An evaluation of reaction selectivity was conducted for various lipases toward fatty acids (FA) in microaqueous media, as influenced by alcohol co-substrate, water activity (a_w) and immobilization. Lipase preparations, from Burkholderia cepacia, Rhizomucor miehei and Candida antarctica B were studied in multicompetitive reaction mixtures with n-chain FA (C4–C18:X series, where X = 0–3 double bonds) in ester modification reactions in tert-butyl methyl ether with polyols (glycerol, 1,2-propanediol (1,2-PD), or 1,3-PD) or their acetates as alcohol co-substrates.
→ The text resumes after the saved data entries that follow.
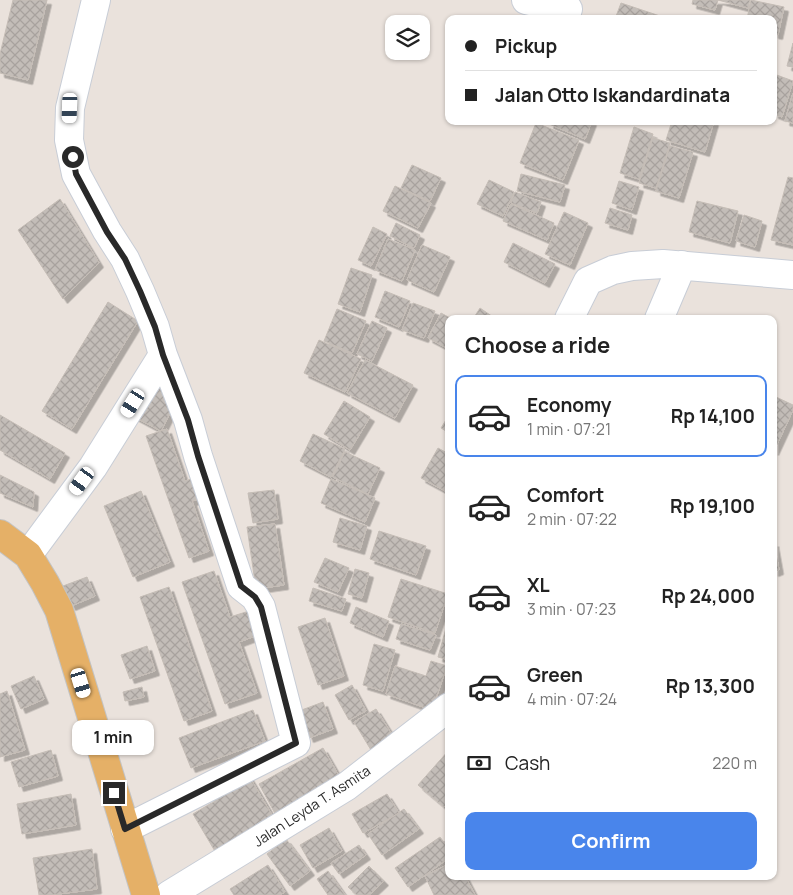 <!DOCTYPE html>
<html lang="en">
<head>
<meta charset="utf-8">
<style>
  :root { --surface:#fff; --page:#f2f2f2; --text:#222; --muted:#767676; --line:#e0e0e0; --accent:#4985eb }
  body { margin:0; font-family:Manrope,sans-serif; background:var(--page); color:var(--text); height:100vh; display:flex; flex-direction:column; font-size:19px; white-space:nowrap }
  * { box-sizing:border-box; margin:0 }
  p { font-size:16px; color:var(--muted) }
  .icon { flex:none; width:28px; height:28px; fill:none; stroke:currentColor; stroke-width:2; stroke-linecap:round; stroke-linejoin:round }
  .map { position:relative; flex:1; overflow:hidden }
  .details { position:absolute; left:445px; top:315px; width:332px; height:565px; display:flex; flex-direction:column; background:var(--surface); border-radius:10px; box-shadow:0 1px 4px #0004 }
  .details>* { flex:none }
  .guide { position:absolute; left:445px; top:15px; width:332px; height:110px; border-radius:10px; box-shadow:0 1px 4px #0004; display:grid; align-content:center; height:110px; padding:0 20px; background:var(--surface) }
  .buttons { position:absolute; left:385px; top:15px; display:grid; gap:10px }
  .buttons a { display:grid; place-items:center; width:45px; height:45px; border-radius:10px; background:var(--surface); box-shadow:0 1px 4px #0004; font-size:25px }
  .end { position:absolute; width:22px; height:22px; margin:-11px; border:6px solid #292929; background:#fff; box-shadow:0 0 0 2px #fff }
  .from { border-radius:50% }
  .bubble { position:absolute; height:35px; border-radius:10px; background:var(--surface); box-shadow:0 1px 4px #0004; font-size:16px; font-weight:700; line-height:35px; text-align:center }
  .car { position:absolute; width:15px; height:30px; margin:-15px -8px; border-radius:6px; box-shadow:0 0 4px 1px #0007; background:linear-gradient(#fff 24%,#345 0 40%,#fff 0 76%,#345 0 86%,#fff 0) }
  .guide b { display:flex; align-items:center; gap:18px; height:48px; font-size:19px }
  .guide b+b { border-top:1px solid var(--line) }
  .guide i { width:12px; height:12px; background:var(--text) }
  ul { padding:0; list-style:none }
  li { display:flex; align-items:center; gap:15px; height:82px; margin:0 10px 8px; padding:0 10px; border:2px solid transparent; border-radius:10px }
  li div { flex:1 }
  li b { display:block; font-size:19px }
  li em { font-style:normal; font-weight:700 }
  li.on { border-color:var(--accent) }
  li>.icon { width:45px; height:45px; stroke-width:1.5 }
  h2 { padding:0 20px; font-size:22px; line-height:60px }
  .pay { display:flex; align-items:center; gap:12px; height:55px; padding:0 20px; font-size:19px }
  .pay p { margin-inline-start:auto }
  .action { display:flex; gap:10px; margin-top:auto; padding:10px 20px }
  .action a { flex:1; height:58px; border-radius:10px; background:var(--accent); color:#fff; font-size:20px; font-weight:700; line-height:58px; text-align:center }
  .map>svg:first-child { display:block }
</style>
</head>
<body>
<div class="map">
<svg width="793" height="895" viewBox="0 0 793 895">
  <defs>
    <pattern id="building-cross-hatch" width="8" height="8" patternUnits="userSpaceOnUse" patternTransform="scale(1.25)"><rect width="8" height="8" fill="#c3bdb8"/><path d="M0 0l8 8M0 8l8-8" fill="none" stroke="#a8a29e"/></pattern>
    <filter id="shadow"><feDropShadow dx="4.5" dy="4.5" stdDeviation="0" flood-color="#0004"/></filter>
  </defs>
  <rect width="100%" height="100%" fill="#eae2dc"/>
  <path fill="url(#building-cross-hatch)" stroke="#c5bdb6" filter="url(#shadow)" d="M13,0H47L28,80L0,73V54Z
    M693,0H718L715,10L692,4Z
    M718,0H750L748,8Z
    M751,0L784,7L778,35L774,34V19H747Z
    M621,3L660,16L659,19H615Z
    M793,43V67L787,66Z
    M774,74L793,81L782,117L774,114Z
    M793,93V123L785,121Z
    M550,121H592L585,139L549,124Z
    M672,121H714L705,152L666,140Z
    M536,123L579,140L563,180L520,163Z
    M634,127L653,134L639,179L620,173Z
    M653,138L670,143L656,188L639,183Z
    M670,146L693,152L679,198L656,191Z
    M412,165L441,178L430,201L401,188Z
    M521,174L565,185L560,202L517,191Z
    M788,177L793,178V245L771,240Z
    M489,180L514,192L503,216L477,204Z
    M619,181L639,187L632,210L612,203Z
    M395,186L431,203L418,228L383,211Z
    M515,192L541,202L537,213L511,203Z
    M60,199L99,263L63,299L18,230Z
    M697,201L738,211L730,243L689,232Z
    M511,204L554,223L547,240L503,221Z
    M610,208L632,215L628,230L605,223Z
    M564,212L588,223L570,265L545,254Z
    M744,215L762,221L755,247L736,241Z
    M396,223L420,235L414,248L390,236Z
    M373,227L387,234L371,266L358,260Z
    M388,239L415,250L402,281L375,270Z
    M513,243L555,264L545,283L504,262Z
    M422,245L450,257L434,292L407,280Z
    M351,268L372,275L360,312L338,304Z
    M385,291L410,301L399,327L375,317Z
    M108,302L138,321L72,429L42,411Z
    M413,303L435,311L424,338L402,330Z
    M480,308L496,319H473Z
    M337,309L366,321L352,353L324,341Z
    M441,313L452,319H449V345L447,348L428,338Z
    M372,321L387,328L372,361L357,354Z
    M319,340L361,359L345,392L304,373Z
    M365,360L413,385L395,418L347,393Z
    M148,382L178,397L161,431L131,415Z
    M774,396L793,405V410L774,451Z
    M344,401L370,417L350,450L324,434Z
    M0,415L65,453L50,479L0,450Z
    M449,415V433L441,428Z
    M167,429L185,481L201,476L208,496L192,501L209,551L189,558L146,436Z
    M313,434L345,449L331,477L300,461Z
    M438,448L449,454V493L421,478Z
    M345,452L380,468L368,494L333,477Z
    M0,475L34,492L33,507L0,493Z
    M331,479L375,498L365,522L321,503Z
    M274,490L278,519L253,523L248,493Z
    M141,491L170,562L133,577L104,506Z
    M340,518L367,526L360,550L333,542Z
    M275,524L284,585L256,589L247,527Z
    M379,531L426,546L416,575L370,559Z
    M774,542L779,570L774,572Z
    M325,558L349,568L338,592L314,582Z
    M355,569L369,573L362,598L348,594Z
    M214,571L230,617L249,611L258,635L239,642L257,693L225,704L182,582Z
    M87,577L95,596L71,606L63,586Z
    M401,579L448,594L435,633L388,617Z
    M169,587L212,711L184,721L140,597Z
    M313,588L346,599L342,611L309,601Z
    M356,607L389,621L383,637L350,623Z
    M325,618L344,676L318,685L298,627Z
    M448,621H449V660L438,657Z
    M401,624L436,635L430,650L396,639Z
    M374,644L395,650L383,691L363,685Z
    M147,646L155,671L130,679L121,655Z
    M431,661L447,666L432,710L386,694L395,666L426,676Z
    M34,676L44,699L21,709L11,686Z
    M352,685L366,711L349,720L335,695Z
    M142,687L144,697L125,701L123,692Z
    M7,691L25,750L0,757V694Z
    M323,702L333,729L309,738L299,711Z
    M376,709L396,741L374,755L354,722Z
    M253,710L265,741L191,768L179,738Z
    M323,748L343,783L278,819L259,784Z
    M51,750L58,776L19,787L11,762Z
    M449,750V802L444,807L418,785Z
    M246,771L275,820L216,853L193,814L215,801L210,792Z
    M71,794L76,825L22,834L17,804Z
    M387,794L399,813L363,833L352,814Z
    M404,809L419,829L382,855L368,834Z
    M329,828L342,851L313,868L300,845Z
    M440,837L449,849V858L408,887L395,868Z
    M286,839L310,871L290,886L267,854Z
    M359,845L366,855L339,874L331,863Z
    M92,849L97,889L51,895H39L33,858Z
    M449,864V876H465L475,895H434L425,876Z
    M268,865L285,892L279,895H234L230,889Z
    M369,866L384,881L369,895H357L348,887Z
    M328,871L345,895H328L317,879Z"/>
  <g fill="none" stroke-linecap="round" stroke-linejoin="round">
    <defs>
      <path id="minor" d="M96,0L70,108L69,140L76,174L107,231L125,259L140,291L155,327L163,355L188,420L198,456L241,586L255,597L261,607L296,743L125,829
        M526,0L568,9
        M569,319L588,281L613,270L632,266L663,264L793,275
        M659,319L682,265
        M28,555L93,467L163,355
        M169,895L347,786L449,707"/>
      <path id="major" d="M0,534L28,555L45,583L59,610L146,895"/>
    </defs>
    <use href="#minor" stroke="#c8cdd6" stroke-width="30"/>
    <use href="#major" stroke="#c3c3c3" stroke-width="30"/>
    <use href="#minor" stroke="#fff" stroke-width="28"/>
    <use href="#major" stroke="#e5b067" stroke-width="28"/>
  </g>
  <g fill="none" stroke-linecap="round" stroke-linejoin="round">
    <path stroke="#292929" stroke-width="6" d="M73,157L76,174L107,232L125,259L140,291L155,327L163,355L188,420L198,456L241,586L255,597L261,607L296,743L125,829L114,793"/>
  </g>
  <g text-anchor="middle" stroke-width="4.5" stroke-linejoin="round" paint-order="stroke">
    <g font-size="14" fill="#292929" stroke="#fff">
      <text transform="translate(312 806) rotate(-33)" y="5">Jalan Leyda T. Asmita</text>
    </g>
  </g>
</svg>
<div class="buttons">
<a><svg class="icon" aria-label="layers" viewBox="0 0 24 24"><path d="M12 4l9 5-9 5-9-5zM3 14l9 5 9-5"/></svg></a>
</div>
<i class="end from" style="left:73px;top:157px"></i>
<i class="end" style="left:114px;top:793px"></i>
<div class="bubble" style="left:72px;top:720px;width:82px">1 min</div>
<i class="car" style="left:70px;top:108px;rotate:182deg"></i>
<i class="car" style="left:133px;top:403px;rotate:212deg"></i>
<i class="car" style="left:82px;top:481px;rotate:216deg"></i>
<i class="car" style="left:81px;top:683px;rotate:163deg"></i>
<div class="guide">
<b><i class="from"></i>Pickup</b>
<b><i></i>Jalan Otto Iskandardinata</b>
</div>
<section class="details">
<h2>Choose a ride</h2>
<ul>
<li class="on"><svg class="icon" aria-label="car" viewBox="0 0 24 24"><path d="M5 17H2v-5l4-1 3-4h7l3 4 3 1v5h-3M9 17h6M6 11h13"/><circle cx="7" cy="17" r="2"/><circle cx="17" cy="17" r="2"/></svg><div><b>Economy</b><p>1 min · 07:21</p></div><em>Rp 14,100</em></li>
<li><svg class="icon" aria-label="car" viewBox="0 0 24 24"><path d="M5 17H2v-5l4-1 3-4h7l3 4 3 1v5h-3M9 17h6M6 11h13"/><circle cx="7" cy="17" r="2"/><circle cx="17" cy="17" r="2"/></svg><div><b>Comfort</b><p>2 min · 07:22</p></div><em>Rp 19,100</em></li>
<li><svg class="icon" aria-label="car" viewBox="0 0 24 24"><path d="M5 17H2v-5l4-1 3-4h7l3 4 3 1v5h-3M9 17h6M6 11h13"/><circle cx="7" cy="17" r="2"/><circle cx="17" cy="17" r="2"/></svg><div><b>XL</b><p>3 min · 07:23</p></div><em>Rp 24,000</em></li>
<li><svg class="icon" aria-label="car" viewBox="0 0 24 24"><path d="M5 17H2v-5l4-1 3-4h7l3 4 3 1v5h-3M9 17h6M6 11h13"/><circle cx="7" cy="17" r="2"/><circle cx="17" cy="17" r="2"/></svg><div><b>Green</b><p>4 min · 07:24</p></div><em>Rp 13,300</em></li>
</ul>
<div class="pay"><svg class="icon" aria-label="cash" viewBox="0 0 24 24"><path d="M3 7h18v10H3z"/><circle cx="12" cy="12" r="2"/></svg>Cash<p>220 m</p></div>
<div class="action"><a>Confirm</a></div>
</section>
</div>
</body>
</html>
FA selectivity patterns (with optima for C8, C10, C12, C16, and/or C18:2) and the fold-differences in FA selectivity (ranging from 0.8 to 16.7) were characteristic for each lipases and were further modulated by the choice of alcohol co-substrate used.; Each lipase exhibited a characteristic response of FA selectivity to changes in a_w (0.19, 0.69 and 0.90) and immobilization for esterification reactions with 1,3-PD. In general, the immobilization of lipases onto Celite had some, but limited impact on FA selectivity relative to the free enzyme, whereas profound differences in FA selectivity in response to changes in a _w were observed for resin-bound lipases. Candida rugosa lipase selectivity toward C4–C6 was particularly affected by changes in a_w.; Synthesis of specifically structured lipids (SL) enriched in palmitic (C16:0) and oleic (C18:1) acids at the sn-2 and sn-1(3) positions, respectively, of triacylglycerols (TAG), was evaluated for R. miehei and B. cepacia lipase-catalyzed transesterification and interesterification reactions with lard and olive oil as co-substrates in the presence or absence of isooctane. In general, transesterification reactions in isooctane were most effective for preparing SL, with good TAG yields (>76 mol%) with the desired FA regio-distribution (with >71 mol% 16:0 at the sn-2 position and >56 mol% 18:1 at the sn-1(3) position of TAG) over 24 hr of reaction.; These findings illustrate that in addition to the intrinsic FA selectivities of lipases, some reaction parameters (choice of alcohol co-substrate, a _w and immobilization) can be selected to further modulate reaction selectivity. Multiple dimensions of control of reaction selectivity, if identified and understood, are conducive for the design of processes leading to a precise rearrangement of FA along the glycerol backbone to yield value-added SL.